7 Tips for HVAC – Service Execution Excellence

Through sweltering heat and fierce blizzards, HVAC technicians are there to keep equipment running at peak performance. But how do you make sure you get peak performance out of your HVAC service organization year-round, year-after-year?

Here is a list of 7 tips to help you achieve excellence in your HVAC service organization.

  1. Manage resources through all seasons
  2. Maximize uptime of HVAC equipment
  3. Improve margin of service operations
  4. Drive cross & upsell
  5. Deploying (sub)contractors
  6. Dealing with increased HSE requirements
  7. Sustainability, dealing with HazMat

Manage resources through all seasons

A customer requirement for heating and cooling is seasonal, resulting in an equally seasonal pattern in technician demand. Typically, a service organisation will try to balance resource capacity by doing installations, retro-fit and preventive maintenance during low season and dedicate capacity in peak season to break-fix. 

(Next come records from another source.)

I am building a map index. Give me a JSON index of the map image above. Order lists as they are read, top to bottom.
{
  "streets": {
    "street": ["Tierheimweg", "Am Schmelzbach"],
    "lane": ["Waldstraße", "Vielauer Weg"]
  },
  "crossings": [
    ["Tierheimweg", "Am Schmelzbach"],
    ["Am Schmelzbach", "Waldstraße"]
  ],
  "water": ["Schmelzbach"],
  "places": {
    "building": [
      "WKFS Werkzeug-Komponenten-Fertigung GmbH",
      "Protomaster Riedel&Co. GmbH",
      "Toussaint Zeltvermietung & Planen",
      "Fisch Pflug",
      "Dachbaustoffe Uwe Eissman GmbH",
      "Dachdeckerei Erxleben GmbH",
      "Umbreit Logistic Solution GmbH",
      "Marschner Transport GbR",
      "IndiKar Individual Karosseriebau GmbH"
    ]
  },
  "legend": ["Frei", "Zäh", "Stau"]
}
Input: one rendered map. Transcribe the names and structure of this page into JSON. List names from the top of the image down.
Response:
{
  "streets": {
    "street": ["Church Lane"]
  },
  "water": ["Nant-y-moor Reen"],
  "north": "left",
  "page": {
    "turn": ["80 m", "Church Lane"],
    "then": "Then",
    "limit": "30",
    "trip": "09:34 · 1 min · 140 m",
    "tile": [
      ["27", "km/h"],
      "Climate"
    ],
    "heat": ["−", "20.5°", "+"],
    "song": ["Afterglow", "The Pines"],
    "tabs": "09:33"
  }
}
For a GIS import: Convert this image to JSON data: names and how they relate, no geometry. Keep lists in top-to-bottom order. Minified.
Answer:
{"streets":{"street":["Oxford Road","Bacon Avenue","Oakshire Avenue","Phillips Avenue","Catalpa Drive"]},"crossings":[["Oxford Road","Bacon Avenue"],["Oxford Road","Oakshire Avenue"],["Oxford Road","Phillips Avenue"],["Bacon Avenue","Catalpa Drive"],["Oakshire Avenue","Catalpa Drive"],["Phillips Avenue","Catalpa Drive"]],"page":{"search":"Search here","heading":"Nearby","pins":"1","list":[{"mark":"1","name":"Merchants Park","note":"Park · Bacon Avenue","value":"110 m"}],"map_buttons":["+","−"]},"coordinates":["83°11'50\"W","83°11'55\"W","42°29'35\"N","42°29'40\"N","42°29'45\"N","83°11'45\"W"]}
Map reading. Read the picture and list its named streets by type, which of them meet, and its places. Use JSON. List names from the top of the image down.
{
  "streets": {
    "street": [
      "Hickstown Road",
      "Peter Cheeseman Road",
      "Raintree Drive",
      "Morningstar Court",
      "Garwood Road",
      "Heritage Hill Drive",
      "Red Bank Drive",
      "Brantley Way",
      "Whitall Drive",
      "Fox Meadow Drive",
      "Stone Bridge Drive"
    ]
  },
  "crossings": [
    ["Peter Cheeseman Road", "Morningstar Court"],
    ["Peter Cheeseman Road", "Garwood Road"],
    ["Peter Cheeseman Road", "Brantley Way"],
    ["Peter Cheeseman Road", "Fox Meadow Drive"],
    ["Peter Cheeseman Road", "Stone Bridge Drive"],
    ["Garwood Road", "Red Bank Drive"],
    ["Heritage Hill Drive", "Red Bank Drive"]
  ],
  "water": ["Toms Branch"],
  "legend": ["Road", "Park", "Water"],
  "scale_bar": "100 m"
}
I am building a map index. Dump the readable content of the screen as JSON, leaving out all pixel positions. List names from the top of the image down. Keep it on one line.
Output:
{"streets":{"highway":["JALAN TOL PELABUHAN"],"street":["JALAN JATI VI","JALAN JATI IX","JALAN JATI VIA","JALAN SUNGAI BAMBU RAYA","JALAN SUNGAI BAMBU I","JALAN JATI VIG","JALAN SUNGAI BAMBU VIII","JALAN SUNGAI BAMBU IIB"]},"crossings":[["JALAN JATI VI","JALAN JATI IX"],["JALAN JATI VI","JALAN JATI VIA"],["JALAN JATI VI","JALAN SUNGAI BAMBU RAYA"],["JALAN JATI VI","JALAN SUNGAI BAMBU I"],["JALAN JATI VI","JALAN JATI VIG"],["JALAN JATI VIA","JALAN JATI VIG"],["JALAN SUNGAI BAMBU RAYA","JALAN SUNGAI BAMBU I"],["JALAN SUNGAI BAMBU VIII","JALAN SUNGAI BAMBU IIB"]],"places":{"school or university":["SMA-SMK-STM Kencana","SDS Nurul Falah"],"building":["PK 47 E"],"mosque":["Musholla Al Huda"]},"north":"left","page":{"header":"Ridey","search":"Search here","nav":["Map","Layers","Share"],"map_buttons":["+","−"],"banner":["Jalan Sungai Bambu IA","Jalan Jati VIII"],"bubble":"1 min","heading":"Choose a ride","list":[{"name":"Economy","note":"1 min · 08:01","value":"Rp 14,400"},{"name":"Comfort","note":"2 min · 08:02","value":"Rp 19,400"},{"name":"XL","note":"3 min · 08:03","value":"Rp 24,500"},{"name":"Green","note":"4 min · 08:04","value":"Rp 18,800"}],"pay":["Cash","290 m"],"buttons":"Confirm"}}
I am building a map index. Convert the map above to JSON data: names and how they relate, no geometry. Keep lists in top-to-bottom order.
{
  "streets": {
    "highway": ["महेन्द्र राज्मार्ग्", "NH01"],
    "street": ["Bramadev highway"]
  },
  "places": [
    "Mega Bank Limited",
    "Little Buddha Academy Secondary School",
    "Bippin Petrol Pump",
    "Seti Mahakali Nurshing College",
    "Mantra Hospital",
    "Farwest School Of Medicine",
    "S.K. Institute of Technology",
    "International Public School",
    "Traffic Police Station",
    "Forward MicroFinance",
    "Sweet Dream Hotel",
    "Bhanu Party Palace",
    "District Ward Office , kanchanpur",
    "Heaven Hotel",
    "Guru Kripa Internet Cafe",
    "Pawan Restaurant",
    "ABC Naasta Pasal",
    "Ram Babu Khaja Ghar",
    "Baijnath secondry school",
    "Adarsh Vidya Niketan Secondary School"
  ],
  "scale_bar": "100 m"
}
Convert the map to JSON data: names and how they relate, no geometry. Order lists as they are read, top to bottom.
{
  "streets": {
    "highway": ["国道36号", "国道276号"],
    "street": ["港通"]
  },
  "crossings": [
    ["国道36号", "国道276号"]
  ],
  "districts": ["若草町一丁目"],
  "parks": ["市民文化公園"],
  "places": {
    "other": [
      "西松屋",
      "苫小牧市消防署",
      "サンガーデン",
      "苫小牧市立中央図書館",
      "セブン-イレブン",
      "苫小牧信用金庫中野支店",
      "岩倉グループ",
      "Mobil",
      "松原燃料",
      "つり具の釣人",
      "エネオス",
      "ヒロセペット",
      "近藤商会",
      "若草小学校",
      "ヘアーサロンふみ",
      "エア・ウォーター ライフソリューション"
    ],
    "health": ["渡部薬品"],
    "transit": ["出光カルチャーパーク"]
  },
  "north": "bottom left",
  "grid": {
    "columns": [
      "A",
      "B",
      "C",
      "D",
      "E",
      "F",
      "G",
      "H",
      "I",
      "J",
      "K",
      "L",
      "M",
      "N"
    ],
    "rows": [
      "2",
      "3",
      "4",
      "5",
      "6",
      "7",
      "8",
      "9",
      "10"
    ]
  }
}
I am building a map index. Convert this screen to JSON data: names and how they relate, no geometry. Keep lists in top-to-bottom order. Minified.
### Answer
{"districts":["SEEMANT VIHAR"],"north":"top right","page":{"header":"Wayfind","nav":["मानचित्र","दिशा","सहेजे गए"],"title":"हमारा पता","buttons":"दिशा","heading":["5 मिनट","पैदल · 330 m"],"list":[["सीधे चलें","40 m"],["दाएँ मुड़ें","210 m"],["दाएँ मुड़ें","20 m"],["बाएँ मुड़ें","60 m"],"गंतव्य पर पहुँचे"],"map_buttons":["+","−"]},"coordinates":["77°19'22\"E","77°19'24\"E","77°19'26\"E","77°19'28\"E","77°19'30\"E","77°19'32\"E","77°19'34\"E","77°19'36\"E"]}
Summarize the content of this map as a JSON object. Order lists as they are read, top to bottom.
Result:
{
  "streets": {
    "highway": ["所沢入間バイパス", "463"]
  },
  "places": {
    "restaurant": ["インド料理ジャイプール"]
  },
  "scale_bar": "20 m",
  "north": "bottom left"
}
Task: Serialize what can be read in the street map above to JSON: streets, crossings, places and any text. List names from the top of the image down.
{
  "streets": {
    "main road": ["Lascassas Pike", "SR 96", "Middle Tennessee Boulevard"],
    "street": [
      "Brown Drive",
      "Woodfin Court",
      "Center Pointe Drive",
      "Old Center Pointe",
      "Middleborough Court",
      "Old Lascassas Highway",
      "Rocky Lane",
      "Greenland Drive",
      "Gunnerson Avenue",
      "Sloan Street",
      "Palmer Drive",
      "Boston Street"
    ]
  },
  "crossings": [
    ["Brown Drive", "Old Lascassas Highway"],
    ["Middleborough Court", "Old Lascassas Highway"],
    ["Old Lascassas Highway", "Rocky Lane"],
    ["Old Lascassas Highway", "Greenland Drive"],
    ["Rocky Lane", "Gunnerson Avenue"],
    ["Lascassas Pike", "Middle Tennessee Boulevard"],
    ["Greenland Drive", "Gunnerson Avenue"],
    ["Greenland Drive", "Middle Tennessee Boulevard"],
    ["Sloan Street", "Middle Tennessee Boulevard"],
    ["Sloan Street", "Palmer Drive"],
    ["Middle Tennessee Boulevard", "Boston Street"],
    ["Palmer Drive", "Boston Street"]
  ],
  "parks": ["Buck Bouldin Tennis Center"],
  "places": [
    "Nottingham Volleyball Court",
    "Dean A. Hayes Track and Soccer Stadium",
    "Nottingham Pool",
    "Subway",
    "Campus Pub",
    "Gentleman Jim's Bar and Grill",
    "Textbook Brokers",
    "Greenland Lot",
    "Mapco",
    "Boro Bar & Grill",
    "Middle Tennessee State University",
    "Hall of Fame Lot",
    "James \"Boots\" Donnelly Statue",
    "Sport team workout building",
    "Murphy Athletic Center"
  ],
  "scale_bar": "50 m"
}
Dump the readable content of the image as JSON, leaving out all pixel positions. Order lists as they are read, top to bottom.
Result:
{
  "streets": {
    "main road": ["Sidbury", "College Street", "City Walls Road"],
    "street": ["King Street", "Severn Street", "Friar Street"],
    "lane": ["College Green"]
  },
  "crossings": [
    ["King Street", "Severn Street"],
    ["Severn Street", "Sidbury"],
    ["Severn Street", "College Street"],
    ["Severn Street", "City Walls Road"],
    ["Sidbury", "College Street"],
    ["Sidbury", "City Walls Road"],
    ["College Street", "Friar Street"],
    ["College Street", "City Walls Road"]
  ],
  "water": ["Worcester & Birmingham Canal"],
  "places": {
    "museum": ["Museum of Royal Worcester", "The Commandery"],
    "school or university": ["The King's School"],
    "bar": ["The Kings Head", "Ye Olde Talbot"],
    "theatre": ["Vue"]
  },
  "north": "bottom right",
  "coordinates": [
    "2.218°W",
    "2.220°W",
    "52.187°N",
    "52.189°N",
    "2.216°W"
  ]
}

Over the years HVAC organizations have acquired a lot of tribal knowledge to mitigate the daily resource juggle. Modern service execution systems will facilitate you to formalize this tribal knowledge and to upgrade your capacity planning process applying dynamic scheduling. As a result your customers will get the service they expect and your technicians will feel in control instead of being dragged from job to job.

Maximize uptime of HVAC equipment

The majority of today’s service level agreements are still stated in terms of Effort. “We will commence the fix of the malfunction in x hours”. Some contracts up the value promise to a Result. “We will deliver a fix within y hours”. To offset the risk of penalties, the latter contracts often have a section of fine print watering down the Result. What owners of HVAC equipment want is Uptime. 

Combining IoT connectivity and Service Execution Management allows a service organisation to both deliver the Uptime a customer expects and to deliver that service in a cost-effective way.

Improve margin of service operations

Competition in the HVAC industry is fierce. Original Equipment Manufacturers (OEM), Third Party Maintainers (TPM) and Facility Management Companies (FCM) all operate in the same space to make a margin. A quick search on the internet tells us that a typical HVAC nett profit margin ranges from 1.4% for TPM/ FCM to 12% for OEMs. These numbers indicate that cost control is a constant driver in decision making.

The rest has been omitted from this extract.